2) same with streamed (kafka) event log. why don't we make the read DB from kafka a OLAP or event-stream processor like flink?
please correct me where my thinking is wrong.
You certainly can. Materialized views (read db) should be optimized for reads, so it totally makes sense to use a document db for example. It will of course complicated the replication step, but can result in significantly better performance.
@@ml_serenity Thank you but can you please clarify what you mean because OLAP exists as both relational DBs (snowflake, bigquery) and document store DBs (couchbase, cosmos) and both document/relational can have materialized views. I know they are for faster queries but which are you suggesting?
1) document store write for application dev with document materialized view olap read?
2) document store write for application dev with relational materialized view olap read?
3) relational DB for application dev with document materialized view olap read?
4) relational DB write for application dev with relational materialized view olap read?
feel like option 4 is easiest replication solution because everything is SQL based. but I have friends that swear by document store writes for application development so im interesting in your opinion.
Superb Video. I would like to see practical samples of what we discussed here
Coming soon!
great video!
Awesome video
Deadlocks has nothing to do with the given example
this promotes over engineering
Hmm - seems needlessly complex. Just use a solid transactional DB which are built for handling heavy volume and don’t try to code on the app side. Seems like you are using microservices just for the sake of the tech.

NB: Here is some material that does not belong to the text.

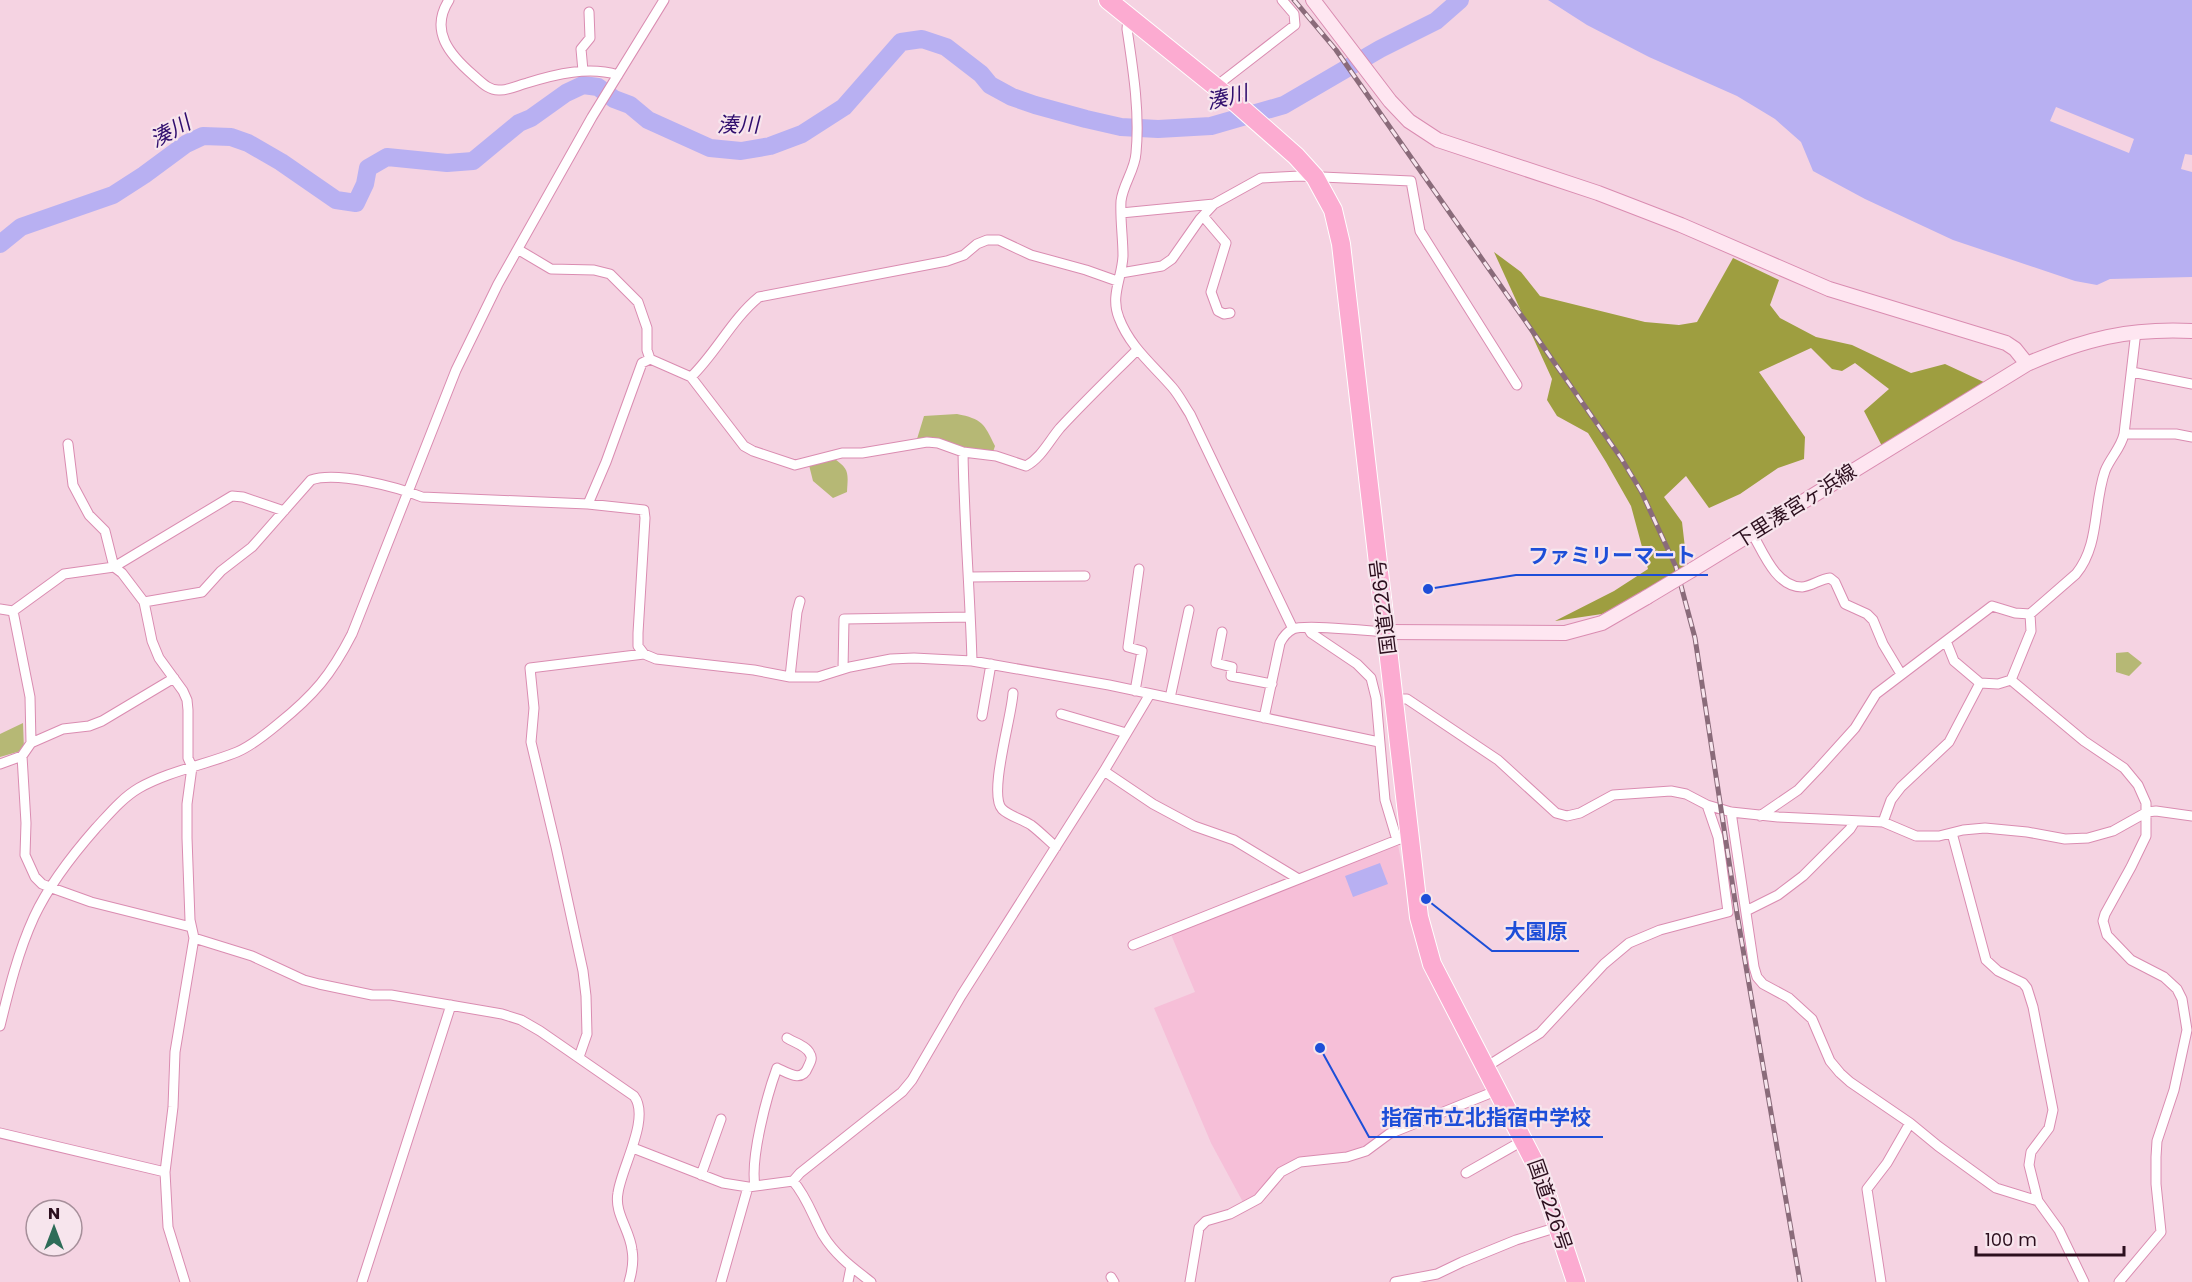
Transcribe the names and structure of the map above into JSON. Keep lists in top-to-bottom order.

am sorry but you seriously don't know what you're talking about, please invest more time in understanding these technologies, i hope this comes out as constructive critisicm, i wish the best for you in the future, take care :)
Appreciate your criticism. Would mind being specific and telling me what exactly makes you think I don’t know what I’m talking about? Thanks in advance :)
Sir do you earn 100k euros a year as a software engineer? Plz reply. Thanks a lot.
No, I don't 🙂
@@SoftwareDeveloperDiaries which country do you live in?
I do, even more than that 😂
@@Aleks-fp1kqok
hello sir this is best explanation video . i was send connection request linkdin please accept
Better architecture or you mean a lot money to spend
You know, you're kind of right and it makes me sad. Cloud architecture is actually pretty fun, but you're bottle necked by the amount you have to spend. (Like most things in life lol)
Although there is some fun to be had in trying to squeeze out as much as possible from free tiers.